(EXERCISE PROMPT): Starting at the first line of the records and stopping at the line that contains "height:24px; margin:-12px; padding:0", transcribe every line exactly and leave out the pictures.

(INPUT DATA):
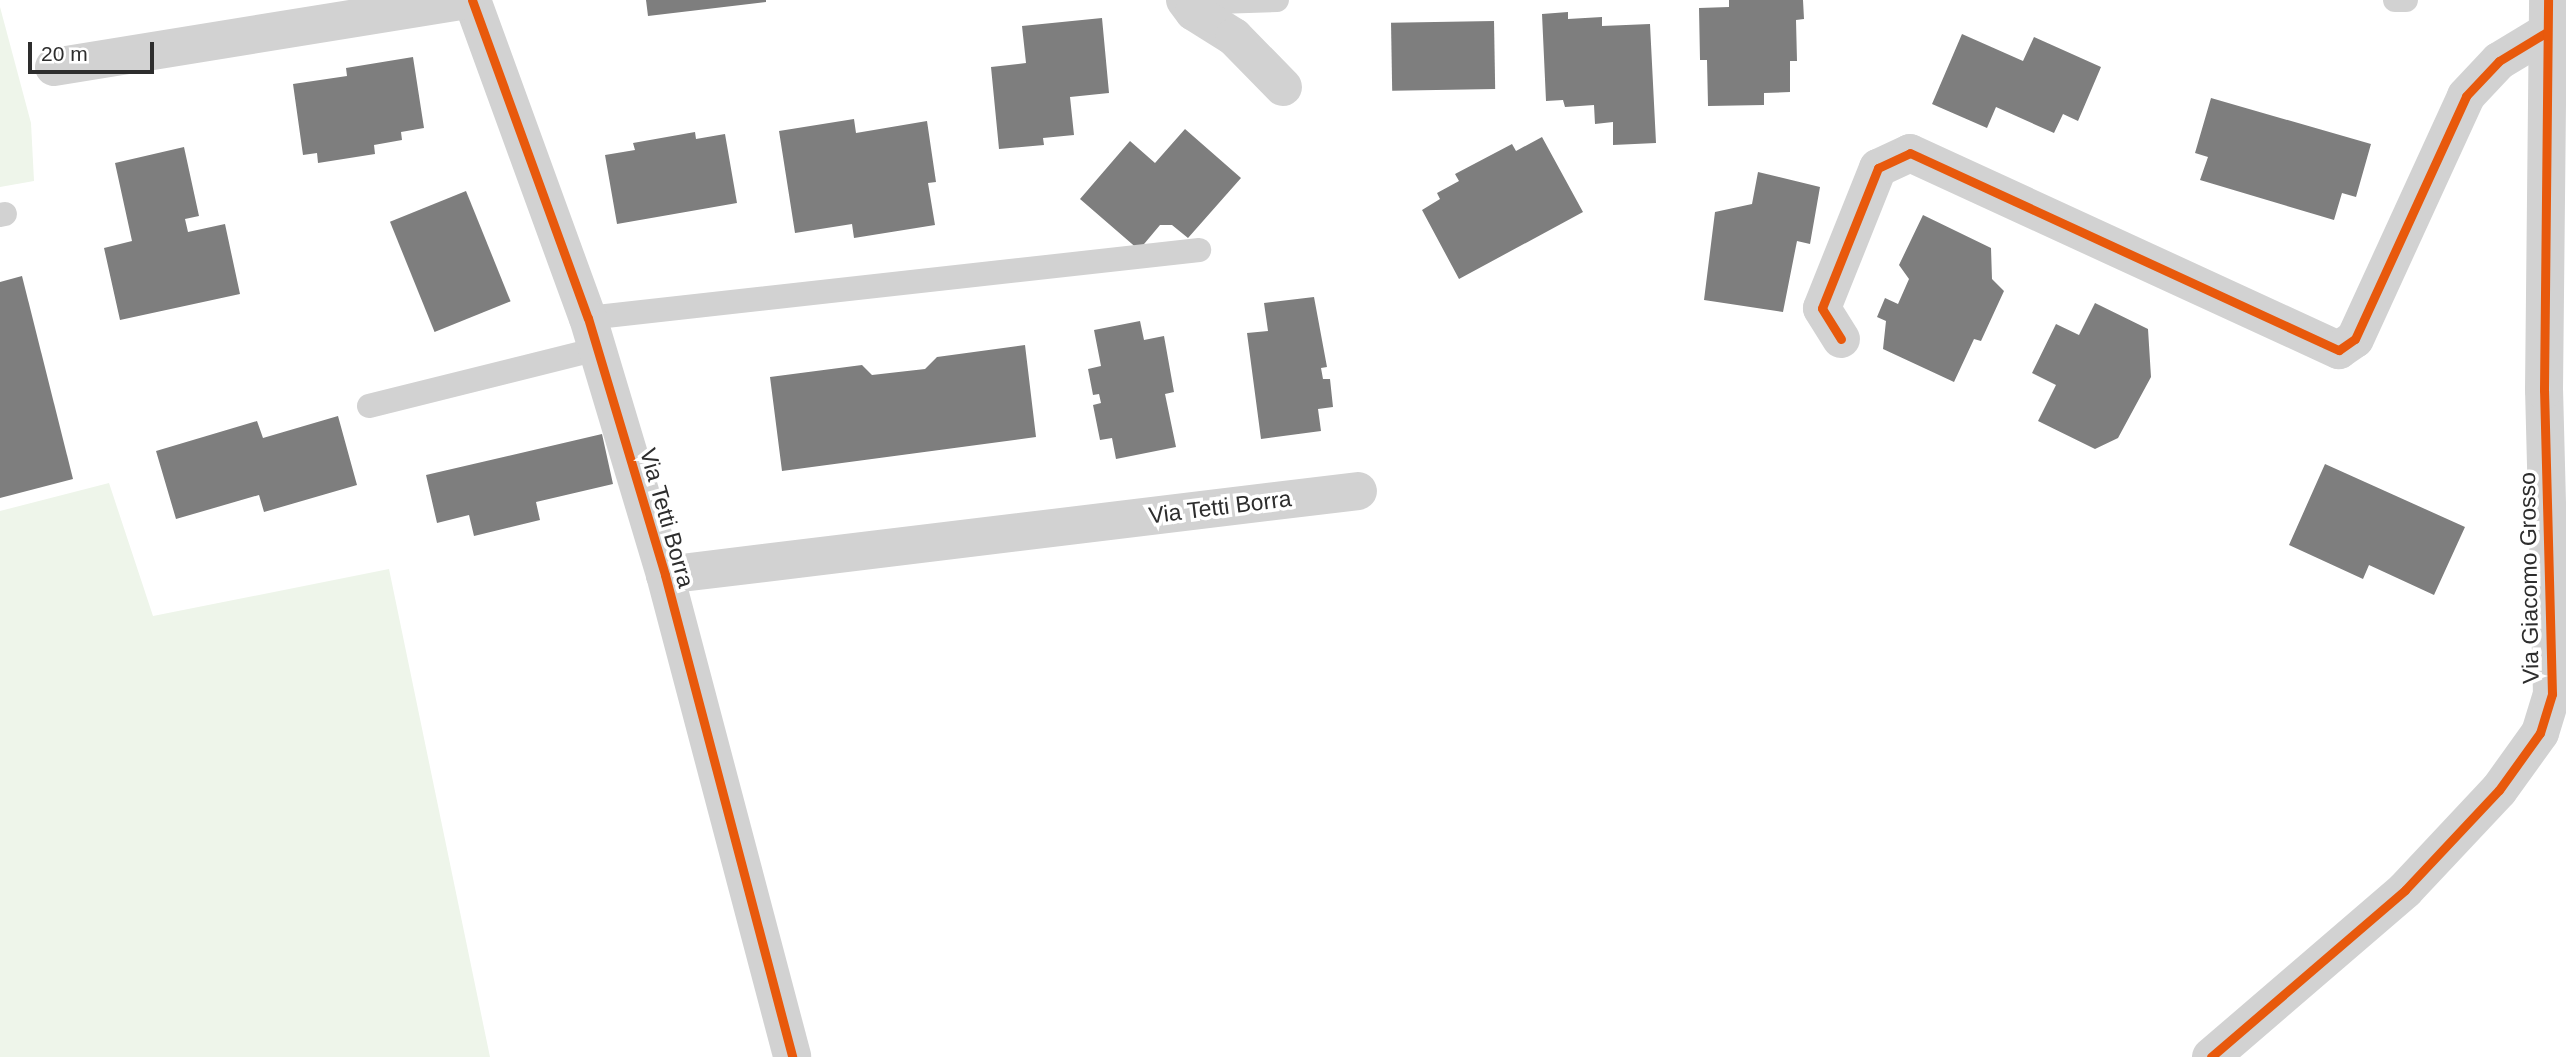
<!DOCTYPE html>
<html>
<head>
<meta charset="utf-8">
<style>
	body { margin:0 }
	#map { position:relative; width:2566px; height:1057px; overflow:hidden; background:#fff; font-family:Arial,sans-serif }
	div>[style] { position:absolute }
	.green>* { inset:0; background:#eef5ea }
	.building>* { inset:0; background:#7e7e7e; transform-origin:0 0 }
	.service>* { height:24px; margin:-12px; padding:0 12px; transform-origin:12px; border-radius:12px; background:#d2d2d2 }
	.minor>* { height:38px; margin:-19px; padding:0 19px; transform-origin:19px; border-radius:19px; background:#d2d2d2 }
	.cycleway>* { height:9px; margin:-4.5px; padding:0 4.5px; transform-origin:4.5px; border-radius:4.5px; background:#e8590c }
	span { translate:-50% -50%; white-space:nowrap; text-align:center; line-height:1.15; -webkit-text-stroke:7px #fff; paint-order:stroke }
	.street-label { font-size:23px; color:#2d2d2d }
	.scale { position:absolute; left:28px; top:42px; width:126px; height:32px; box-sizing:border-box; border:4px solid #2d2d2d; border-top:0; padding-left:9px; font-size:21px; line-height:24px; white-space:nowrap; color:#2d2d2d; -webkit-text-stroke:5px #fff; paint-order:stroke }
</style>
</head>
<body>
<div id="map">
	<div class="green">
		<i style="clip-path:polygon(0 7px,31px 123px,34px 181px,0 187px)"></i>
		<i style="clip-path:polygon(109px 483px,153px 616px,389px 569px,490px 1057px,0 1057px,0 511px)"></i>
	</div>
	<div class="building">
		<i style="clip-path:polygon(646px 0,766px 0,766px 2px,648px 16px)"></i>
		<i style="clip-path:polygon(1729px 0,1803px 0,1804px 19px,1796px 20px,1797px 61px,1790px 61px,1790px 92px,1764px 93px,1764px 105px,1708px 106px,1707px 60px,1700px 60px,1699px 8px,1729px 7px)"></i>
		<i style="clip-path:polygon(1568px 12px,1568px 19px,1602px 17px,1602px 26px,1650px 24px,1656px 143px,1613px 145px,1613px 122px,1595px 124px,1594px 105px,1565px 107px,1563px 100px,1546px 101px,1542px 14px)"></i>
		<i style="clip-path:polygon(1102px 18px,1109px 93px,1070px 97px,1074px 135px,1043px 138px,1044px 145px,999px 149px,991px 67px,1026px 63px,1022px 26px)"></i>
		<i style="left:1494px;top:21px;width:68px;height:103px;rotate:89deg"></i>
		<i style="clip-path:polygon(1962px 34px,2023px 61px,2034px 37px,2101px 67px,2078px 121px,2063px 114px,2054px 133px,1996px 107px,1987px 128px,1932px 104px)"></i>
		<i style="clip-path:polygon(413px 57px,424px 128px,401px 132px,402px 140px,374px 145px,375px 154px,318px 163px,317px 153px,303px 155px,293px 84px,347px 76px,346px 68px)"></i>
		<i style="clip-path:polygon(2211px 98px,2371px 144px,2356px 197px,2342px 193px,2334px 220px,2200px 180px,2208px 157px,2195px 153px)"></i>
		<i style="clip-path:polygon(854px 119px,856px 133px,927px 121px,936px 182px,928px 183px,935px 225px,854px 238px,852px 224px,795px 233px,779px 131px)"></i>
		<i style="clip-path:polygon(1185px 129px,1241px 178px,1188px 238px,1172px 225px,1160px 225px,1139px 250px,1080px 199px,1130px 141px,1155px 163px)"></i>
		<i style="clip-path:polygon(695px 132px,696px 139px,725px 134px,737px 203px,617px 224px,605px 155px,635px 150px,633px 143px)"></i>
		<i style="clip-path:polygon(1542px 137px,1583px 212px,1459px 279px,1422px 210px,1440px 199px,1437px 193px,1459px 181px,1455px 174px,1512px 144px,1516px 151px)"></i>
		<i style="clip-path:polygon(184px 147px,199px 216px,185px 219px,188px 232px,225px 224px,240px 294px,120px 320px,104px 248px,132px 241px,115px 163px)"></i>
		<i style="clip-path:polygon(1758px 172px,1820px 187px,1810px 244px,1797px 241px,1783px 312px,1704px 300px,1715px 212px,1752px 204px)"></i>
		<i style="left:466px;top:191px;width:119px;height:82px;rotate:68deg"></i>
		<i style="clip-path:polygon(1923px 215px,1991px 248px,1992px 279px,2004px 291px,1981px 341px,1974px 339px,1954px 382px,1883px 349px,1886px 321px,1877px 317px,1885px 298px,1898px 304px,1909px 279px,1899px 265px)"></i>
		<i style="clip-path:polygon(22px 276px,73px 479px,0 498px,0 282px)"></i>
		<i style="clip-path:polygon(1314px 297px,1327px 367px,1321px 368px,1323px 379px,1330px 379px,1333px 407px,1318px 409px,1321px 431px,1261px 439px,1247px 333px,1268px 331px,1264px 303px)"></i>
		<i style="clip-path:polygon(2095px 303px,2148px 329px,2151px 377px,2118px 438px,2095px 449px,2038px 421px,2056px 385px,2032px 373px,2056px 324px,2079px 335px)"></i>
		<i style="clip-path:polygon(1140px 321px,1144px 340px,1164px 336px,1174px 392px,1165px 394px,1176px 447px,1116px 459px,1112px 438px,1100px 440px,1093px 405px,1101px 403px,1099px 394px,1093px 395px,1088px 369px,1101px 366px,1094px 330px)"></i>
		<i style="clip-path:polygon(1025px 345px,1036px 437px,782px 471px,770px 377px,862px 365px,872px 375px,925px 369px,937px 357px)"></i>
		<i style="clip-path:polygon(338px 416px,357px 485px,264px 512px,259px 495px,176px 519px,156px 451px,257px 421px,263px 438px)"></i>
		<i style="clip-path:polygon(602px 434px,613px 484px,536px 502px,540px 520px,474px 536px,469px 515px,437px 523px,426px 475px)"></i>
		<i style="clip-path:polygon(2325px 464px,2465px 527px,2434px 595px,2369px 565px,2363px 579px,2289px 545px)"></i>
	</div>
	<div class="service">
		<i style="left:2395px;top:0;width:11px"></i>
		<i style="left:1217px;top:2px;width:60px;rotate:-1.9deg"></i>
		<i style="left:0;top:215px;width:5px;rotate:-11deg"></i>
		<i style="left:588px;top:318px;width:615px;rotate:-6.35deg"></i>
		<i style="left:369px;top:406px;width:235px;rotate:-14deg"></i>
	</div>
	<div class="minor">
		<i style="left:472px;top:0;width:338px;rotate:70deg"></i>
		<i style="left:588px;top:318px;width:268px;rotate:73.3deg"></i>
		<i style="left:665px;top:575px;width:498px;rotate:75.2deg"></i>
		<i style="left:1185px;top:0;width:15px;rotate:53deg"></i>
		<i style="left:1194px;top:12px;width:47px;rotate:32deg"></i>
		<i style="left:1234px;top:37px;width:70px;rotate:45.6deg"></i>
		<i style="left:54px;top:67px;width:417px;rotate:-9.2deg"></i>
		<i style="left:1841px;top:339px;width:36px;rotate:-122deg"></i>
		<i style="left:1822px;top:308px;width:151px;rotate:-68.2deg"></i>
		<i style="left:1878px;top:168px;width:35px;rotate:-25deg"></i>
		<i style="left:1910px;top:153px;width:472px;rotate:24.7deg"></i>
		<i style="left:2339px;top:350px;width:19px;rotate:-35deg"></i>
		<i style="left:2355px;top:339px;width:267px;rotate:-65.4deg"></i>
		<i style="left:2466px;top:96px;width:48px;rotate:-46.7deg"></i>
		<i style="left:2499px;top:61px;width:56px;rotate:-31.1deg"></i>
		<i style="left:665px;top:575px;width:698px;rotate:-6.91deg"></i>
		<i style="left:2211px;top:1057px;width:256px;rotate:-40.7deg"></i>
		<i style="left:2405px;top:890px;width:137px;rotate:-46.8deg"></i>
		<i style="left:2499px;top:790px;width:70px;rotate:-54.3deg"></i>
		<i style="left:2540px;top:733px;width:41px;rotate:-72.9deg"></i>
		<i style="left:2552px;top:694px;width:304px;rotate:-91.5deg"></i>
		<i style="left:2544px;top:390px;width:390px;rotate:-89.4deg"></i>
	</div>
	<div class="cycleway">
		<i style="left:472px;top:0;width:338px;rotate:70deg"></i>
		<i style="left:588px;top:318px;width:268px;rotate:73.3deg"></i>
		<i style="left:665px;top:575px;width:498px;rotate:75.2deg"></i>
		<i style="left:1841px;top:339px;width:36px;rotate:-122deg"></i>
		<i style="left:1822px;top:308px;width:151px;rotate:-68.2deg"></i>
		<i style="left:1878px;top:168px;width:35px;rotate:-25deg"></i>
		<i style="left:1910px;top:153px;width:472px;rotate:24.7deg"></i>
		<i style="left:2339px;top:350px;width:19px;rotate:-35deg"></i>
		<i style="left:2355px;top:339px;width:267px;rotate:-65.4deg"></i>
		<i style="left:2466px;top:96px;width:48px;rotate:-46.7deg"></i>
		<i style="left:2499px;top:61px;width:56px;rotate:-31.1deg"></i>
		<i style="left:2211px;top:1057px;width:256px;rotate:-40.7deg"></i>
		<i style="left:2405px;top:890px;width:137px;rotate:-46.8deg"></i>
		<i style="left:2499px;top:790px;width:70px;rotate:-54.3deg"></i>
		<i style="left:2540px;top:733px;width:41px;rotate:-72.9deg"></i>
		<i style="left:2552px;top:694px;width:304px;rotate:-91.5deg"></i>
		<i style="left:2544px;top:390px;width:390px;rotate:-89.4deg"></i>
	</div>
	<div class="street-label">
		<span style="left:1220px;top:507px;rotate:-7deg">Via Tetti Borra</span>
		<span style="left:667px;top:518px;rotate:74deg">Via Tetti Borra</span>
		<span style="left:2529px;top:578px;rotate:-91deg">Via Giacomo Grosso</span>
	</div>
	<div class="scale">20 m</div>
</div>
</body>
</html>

(SOLUTION TO THIS PROBLEM):
<!DOCTYPE html>
<html>
<head>
<meta charset="utf-8">
<style>
	body { margin:0 }
	#map { position:relative; width:2566px; height:1057px; overflow:hidden; background:#fff; font-family:Arial,sans-serif }
	div>[style] { position:absolute }
	.green>* { inset:0; background:#eef5ea }
	.building>* { inset:0; background:#7e7e7e; transform-origin:0 0 }
	.service>* { height:24px; margin:-12px; padding:0 12px; transform-origin:12px; border-radius:12px; background:#d2d2d2 }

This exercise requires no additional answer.